Flotsam said:
I just assumed that it was the same Polymax emulsion on either a single or double weight base.
It is -- but like coating a film emulsion on a different base, and unlike (as I've been corrected on) coating the same Tri-X R or Plus-X R (you're right, Helen, it's the reversal version in Super-8 -- but that version is also sold in 16 mm and 35 mm; it's just the negative version that isn't in Super-8) on the same base and slitting/perfing for different formats, the single and double weight have to be coated separately.
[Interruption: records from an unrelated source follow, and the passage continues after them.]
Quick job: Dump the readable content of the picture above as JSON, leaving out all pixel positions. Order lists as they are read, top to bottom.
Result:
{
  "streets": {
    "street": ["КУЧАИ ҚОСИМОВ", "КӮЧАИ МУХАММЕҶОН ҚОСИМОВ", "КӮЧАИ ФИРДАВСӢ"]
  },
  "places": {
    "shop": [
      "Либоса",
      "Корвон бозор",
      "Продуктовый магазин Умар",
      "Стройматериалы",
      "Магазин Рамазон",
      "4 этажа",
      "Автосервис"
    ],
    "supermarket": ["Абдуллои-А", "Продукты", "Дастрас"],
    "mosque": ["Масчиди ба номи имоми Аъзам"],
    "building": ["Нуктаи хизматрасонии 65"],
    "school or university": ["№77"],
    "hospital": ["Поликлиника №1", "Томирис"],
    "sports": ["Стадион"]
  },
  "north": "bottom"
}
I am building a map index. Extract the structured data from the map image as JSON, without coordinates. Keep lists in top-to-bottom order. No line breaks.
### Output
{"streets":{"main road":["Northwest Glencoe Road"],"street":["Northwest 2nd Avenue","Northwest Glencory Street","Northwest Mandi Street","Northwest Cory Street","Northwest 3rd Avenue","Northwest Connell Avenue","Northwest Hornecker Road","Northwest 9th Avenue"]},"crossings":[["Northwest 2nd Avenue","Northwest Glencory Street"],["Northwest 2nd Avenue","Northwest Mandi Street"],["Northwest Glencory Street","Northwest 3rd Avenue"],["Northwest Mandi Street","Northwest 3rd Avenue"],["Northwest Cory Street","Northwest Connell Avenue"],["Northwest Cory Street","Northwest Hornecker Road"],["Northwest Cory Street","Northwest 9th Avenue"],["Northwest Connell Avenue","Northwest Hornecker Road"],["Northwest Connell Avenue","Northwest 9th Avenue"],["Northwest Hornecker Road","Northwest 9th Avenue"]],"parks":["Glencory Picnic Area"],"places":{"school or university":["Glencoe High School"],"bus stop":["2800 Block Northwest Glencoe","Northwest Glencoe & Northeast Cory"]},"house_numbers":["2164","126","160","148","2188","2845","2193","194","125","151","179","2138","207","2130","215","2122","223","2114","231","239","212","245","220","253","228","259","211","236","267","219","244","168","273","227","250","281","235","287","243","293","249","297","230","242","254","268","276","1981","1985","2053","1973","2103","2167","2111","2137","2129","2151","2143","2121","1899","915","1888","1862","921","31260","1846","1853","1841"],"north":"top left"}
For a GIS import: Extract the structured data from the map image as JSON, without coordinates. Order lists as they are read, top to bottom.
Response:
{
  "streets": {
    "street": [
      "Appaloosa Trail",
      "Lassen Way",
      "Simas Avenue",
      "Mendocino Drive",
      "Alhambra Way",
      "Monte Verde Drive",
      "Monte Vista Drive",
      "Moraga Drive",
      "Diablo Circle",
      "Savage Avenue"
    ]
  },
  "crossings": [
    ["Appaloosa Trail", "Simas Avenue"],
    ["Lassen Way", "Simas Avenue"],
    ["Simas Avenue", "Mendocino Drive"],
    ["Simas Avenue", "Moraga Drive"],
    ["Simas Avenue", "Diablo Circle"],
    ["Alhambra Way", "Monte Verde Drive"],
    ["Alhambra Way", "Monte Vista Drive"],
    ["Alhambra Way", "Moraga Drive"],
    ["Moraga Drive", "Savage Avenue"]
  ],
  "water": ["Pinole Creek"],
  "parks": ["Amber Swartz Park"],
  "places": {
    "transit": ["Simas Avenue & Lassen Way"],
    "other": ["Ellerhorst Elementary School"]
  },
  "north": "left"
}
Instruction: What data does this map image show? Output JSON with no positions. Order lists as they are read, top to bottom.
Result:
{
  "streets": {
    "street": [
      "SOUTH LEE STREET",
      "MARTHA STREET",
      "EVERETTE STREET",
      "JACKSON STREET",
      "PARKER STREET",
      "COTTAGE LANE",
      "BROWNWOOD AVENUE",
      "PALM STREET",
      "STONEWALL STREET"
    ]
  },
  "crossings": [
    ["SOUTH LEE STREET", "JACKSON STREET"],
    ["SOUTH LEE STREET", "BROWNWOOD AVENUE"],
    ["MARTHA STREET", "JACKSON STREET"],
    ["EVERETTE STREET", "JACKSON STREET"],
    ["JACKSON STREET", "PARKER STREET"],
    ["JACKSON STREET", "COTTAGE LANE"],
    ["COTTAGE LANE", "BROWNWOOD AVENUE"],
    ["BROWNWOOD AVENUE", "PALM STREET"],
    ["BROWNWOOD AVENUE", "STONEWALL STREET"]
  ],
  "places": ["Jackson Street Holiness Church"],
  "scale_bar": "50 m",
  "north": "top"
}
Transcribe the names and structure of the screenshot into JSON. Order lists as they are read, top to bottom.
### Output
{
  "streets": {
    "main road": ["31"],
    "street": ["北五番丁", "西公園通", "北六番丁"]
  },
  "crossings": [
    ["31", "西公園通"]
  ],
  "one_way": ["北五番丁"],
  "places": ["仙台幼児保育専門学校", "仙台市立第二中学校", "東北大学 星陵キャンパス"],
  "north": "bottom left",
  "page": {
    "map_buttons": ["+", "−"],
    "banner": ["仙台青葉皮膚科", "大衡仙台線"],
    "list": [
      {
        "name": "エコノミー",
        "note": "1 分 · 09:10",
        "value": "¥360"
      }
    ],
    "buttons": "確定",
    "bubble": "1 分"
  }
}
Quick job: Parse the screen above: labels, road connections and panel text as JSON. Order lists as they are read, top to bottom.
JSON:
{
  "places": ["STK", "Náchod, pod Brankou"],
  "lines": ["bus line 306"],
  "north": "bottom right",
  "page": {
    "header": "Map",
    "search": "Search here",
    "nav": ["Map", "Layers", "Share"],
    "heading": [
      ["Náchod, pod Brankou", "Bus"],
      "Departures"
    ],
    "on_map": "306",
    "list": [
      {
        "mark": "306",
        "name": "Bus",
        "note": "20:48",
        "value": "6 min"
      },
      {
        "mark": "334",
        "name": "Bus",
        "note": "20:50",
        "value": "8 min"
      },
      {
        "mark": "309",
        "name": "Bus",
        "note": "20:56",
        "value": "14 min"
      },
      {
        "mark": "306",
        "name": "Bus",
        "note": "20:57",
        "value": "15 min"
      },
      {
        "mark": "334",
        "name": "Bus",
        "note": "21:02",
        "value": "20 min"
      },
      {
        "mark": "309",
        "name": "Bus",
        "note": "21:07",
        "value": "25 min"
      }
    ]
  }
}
That means it costs relatively more to carry two weights in the same emulsion for paper than it does to carry multiple film formats of the same emulsion/base combination in film, and the single-weight has to stand or fall with less support from other base products that use the same coating.
Yes, there is a cost associated with making Super-8 cartridges -- but injection molded plastic parts made in quantity can cost less than a penny each in the size of cartridge shell halves; the film in the cartridge costs at least 10 times what the shell does, at the manufacturer level. Cost of the film, though, is dependent on how much is coated at once, how long it keeps, and how much is sold.
Paper is more of a niche item than film, precisely because film is used for motion pictures (which burn a huge amount relative to our still image use); paper doesn't keep as well as film (especially modern papers with developer incorporated), and the single-weight Polymax is as much a separate product from other papers as T-Max 100 on glass plates was from T-Max 100 4x5 film. Continued coating of TMX emulsion on 4x5 sheet film did nothing to keep up production of the glass plates.